“Dove
c'è gioia, fervore voglia di portare Cristo agli altri, scriveva
papa Francesco, sorgono vocazioni genuine. Tra queste non vanno
dimenticate le vocazioni laicali alla missione. Ormai è cresciuta la
coscienza dell'identità e della missione dei fedeli laici nella
Chiesa, come pure la consapevolezza che essi sono chiamati ad
assumere un ruolo sempre più rilevante nella diffusione del Vangelo”
(Messaggio per la Giornata Missionaria Mondiale 2014). Nel ventesimo
secolo, la vita di Marcello Candia illustra queste parole, dopo aver
vissuto nell'agiatezza di una famiglia dell'alta borghesia milanese,
si è impegnato come laico nella missione e ha costruito, grazie alla
vendita dei suoi beni, un Ospedale per i poveri in Brasile.
Marcello
Candia è nato nel 1916 a Portici, nella regione della Campania,
terzo di cinque figli. Camillo, Suo padre, è un industriale: ha
fondato a Milano, poi a Napoli, Pisa e Aquileia, una serie di
fabbriche di acido carbonico. Egli non pratica la sua religione, ma
ha mantenuto della sua educazione cattolica un senso elevato della
rettitudine, del rispetto per le persone e della giustizia
professionale e sociale. È un dirigente tutto dedito alla sua
famiglia e alla sua impresa, uomo del dovere e della responsabilità.

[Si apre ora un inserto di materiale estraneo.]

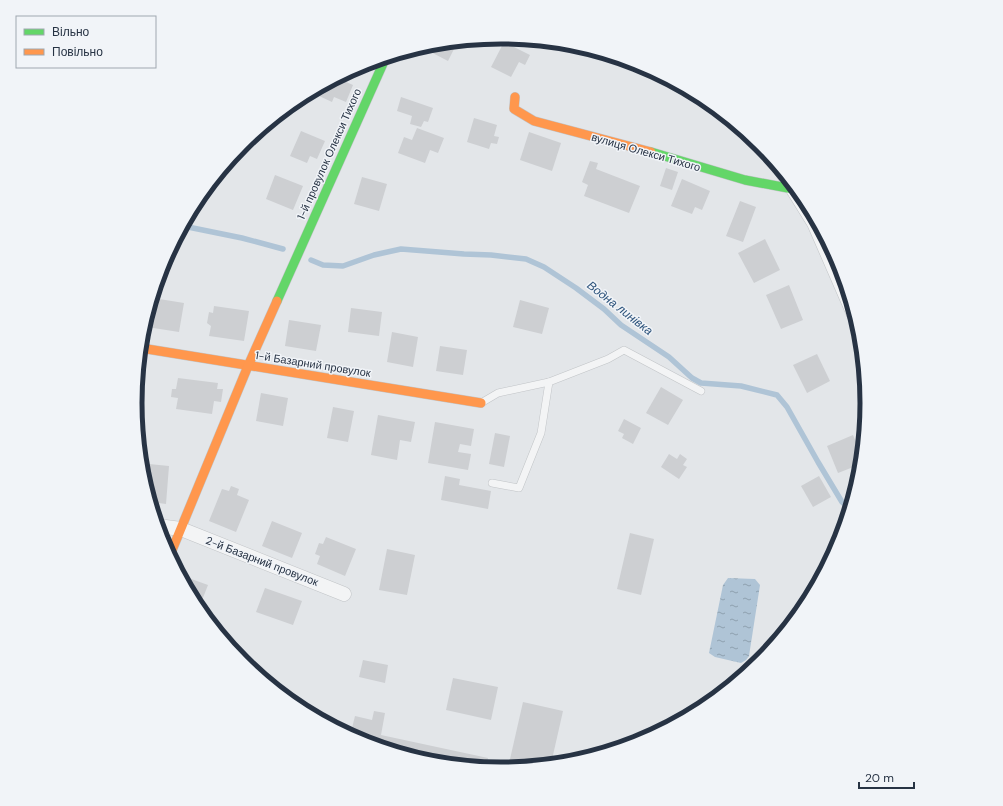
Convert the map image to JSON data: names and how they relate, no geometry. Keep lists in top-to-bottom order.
{
  "streets": {
    "street": [
      "вулиця Олекси Тихого",
      "1-й провулок Олекси Тихого",
      "1-й Базарний провулок",
      "2-й Базарний провулок"
    ]
  },
  "crossings": [
    ["1-й провулок Олекси Тихого", "1-й Базарний провулок"],
    ["1-й провулок Олекси Тихого", "2-й Базарний провулок"]
  ],
  "water": ["Водна линівка"],
  "legend": ["Вільно", "Повільно"],
  "scale_bar": "20 m"
}
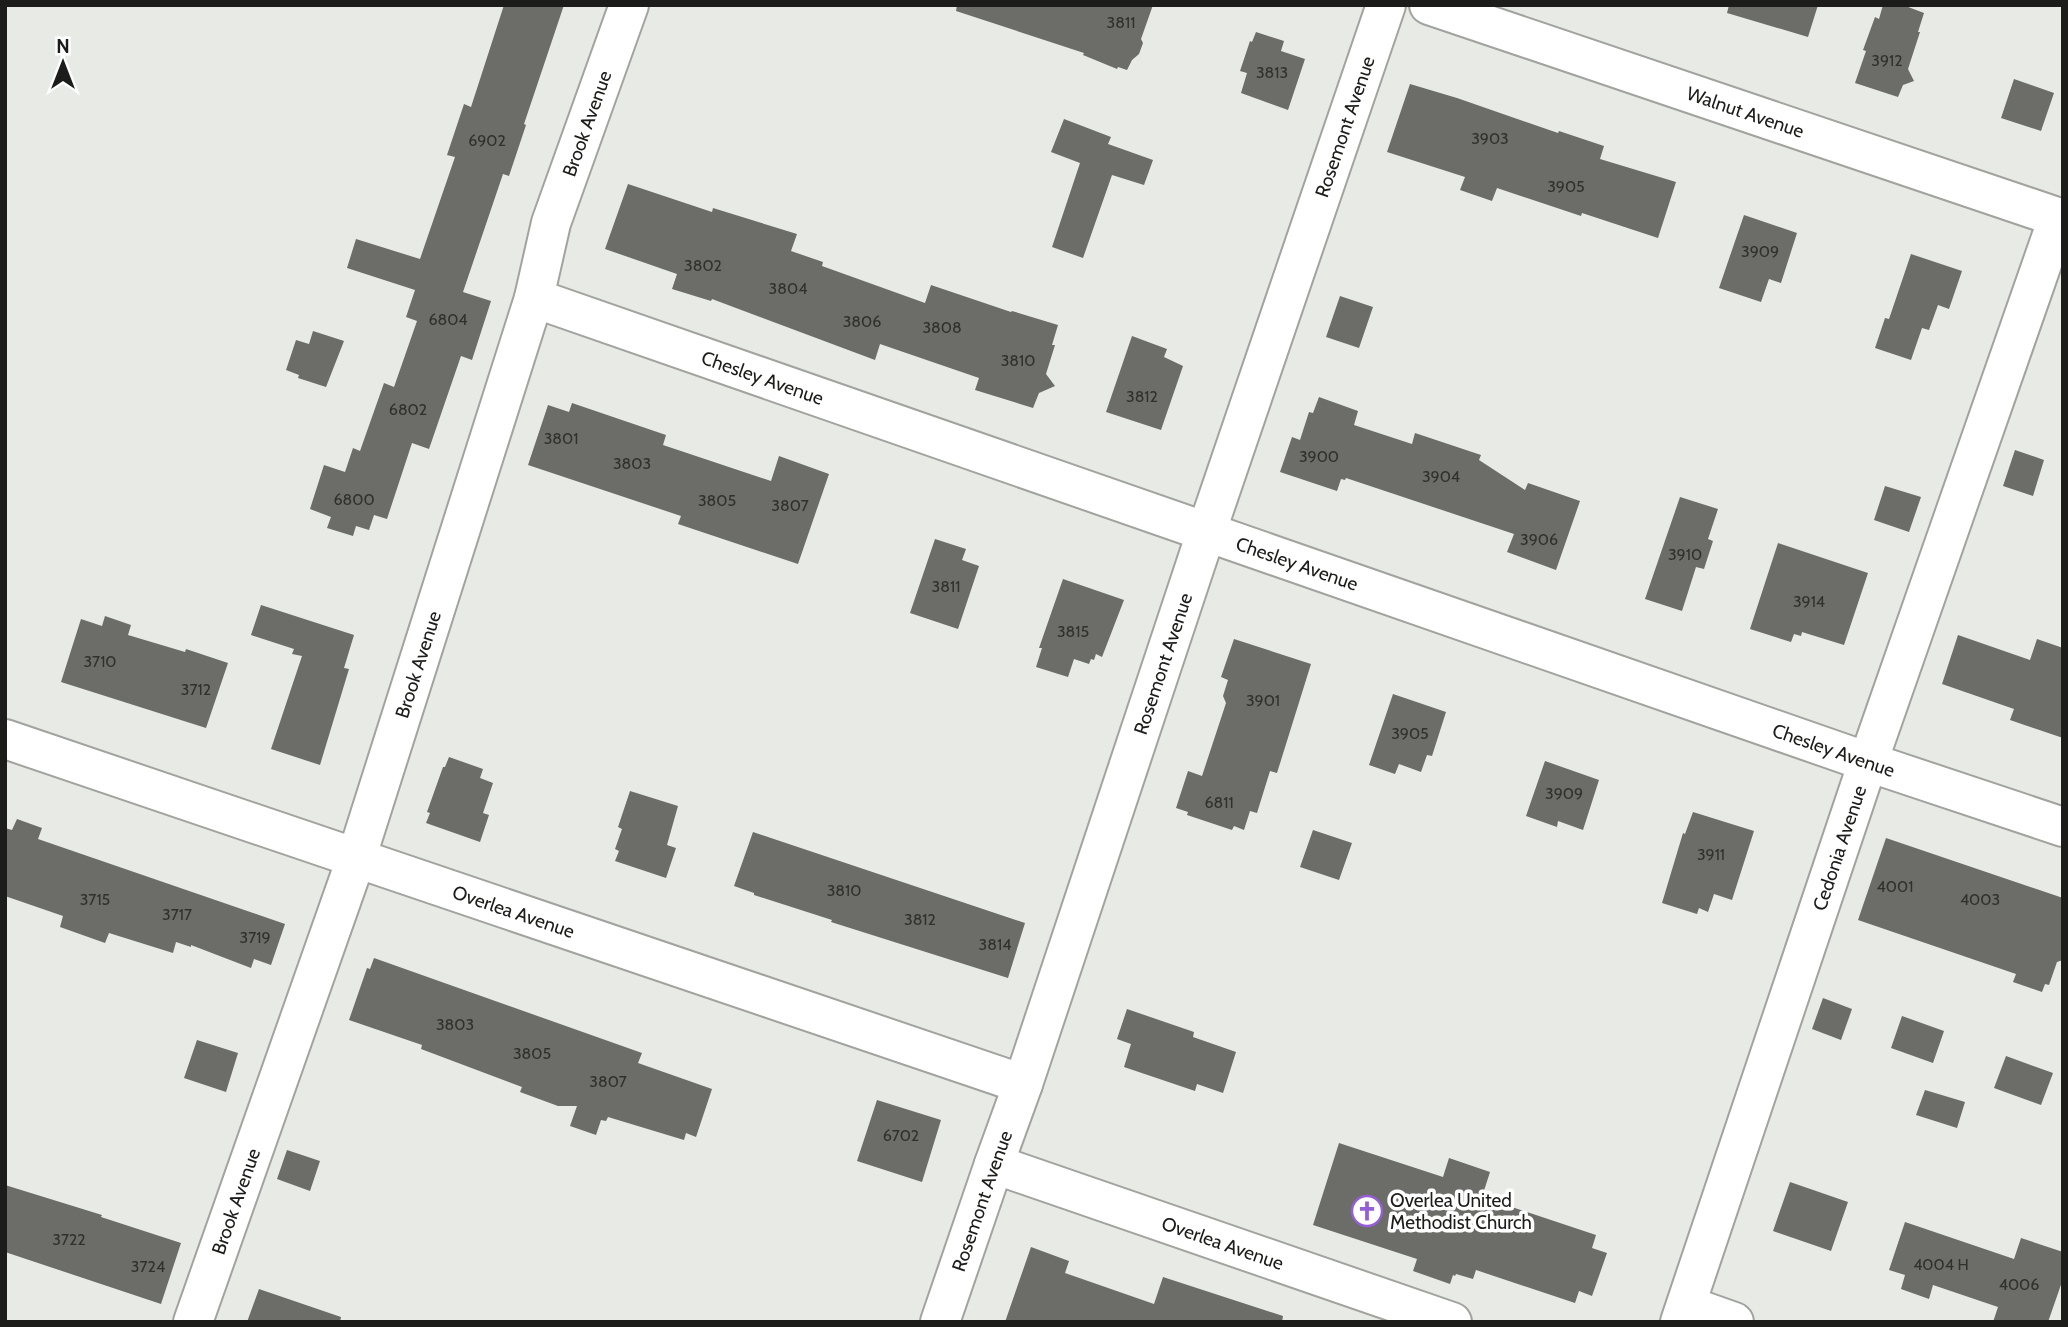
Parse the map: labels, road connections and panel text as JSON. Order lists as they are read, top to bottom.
{
  "streets": {
    "street": [
      "Walnut Avenue",
      "Brook Avenue",
      "Rosemont Avenue",
      "Chesley Avenue",
      "Cedonia Avenue",
      "Overlea Avenue"
    ]
  },
  "crossings": [
    ["Walnut Avenue", "Cedonia Avenue"],
    ["Brook Avenue", "Chesley Avenue"],
    ["Brook Avenue", "Overlea Avenue"],
    ["Rosemont Avenue", "Chesley Avenue"],
    ["Rosemont Avenue", "Overlea Avenue"],
    ["Chesley Avenue", "Cedonia Avenue"]
  ],
  "places": {
    "church": ["Overlea United Methodist Church"]
  },
  "house_numbers": [
    "3811",
    "3912",
    "3813",
    "3903",
    "6902",
    "3905",
    "3909",
    "3802",
    "3804",
    "6804",
    "3806",
    "3808",
    "3810",
    "3812",
    "6802",
    "3801",
    "3900",
    "3803",
    "3904",
    "6800",
    "3805",
    "3807",
    "3906",
    "3910",
    "3811",
    "3914",
    "3815",
    "3710",
    "3712",
    "3901",
    "3905",
    "3909",
    "6811",
    "3911",
    "4001",
    "3810",
    "3715",
    "4003",
    "3717",
    "3812",
    "3719",
    "3814",
    "3803",
    "3805",
    "3807",
    "6702",
    "3722",
    "4004 H",
    "3724",
    "4006"
  ],
  "north": "top"
}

Si oppone al fascismo fin dal suo inizio, e affida i figli a scuole
private in modo che non siano raggiunti dall'ideologia totalitaria
dominante.
Passione
per i poveri
Marcello
apprende da sua madre, Luigia Bice Mussato, i primi rudimenti della
fede. Donna colta e dotata di grandi qualità umane, ella si dona
completamente ai suoi nonché ai poveri attraverso opere caritative,
in particolare l'associazione San Vincenzo de Paoli. Marcello
accompagna volentieri sua madre: con lei, visita i poveri, non senza
essere passato prima in una chiesa per incontrarvi Gesù Eucaristia.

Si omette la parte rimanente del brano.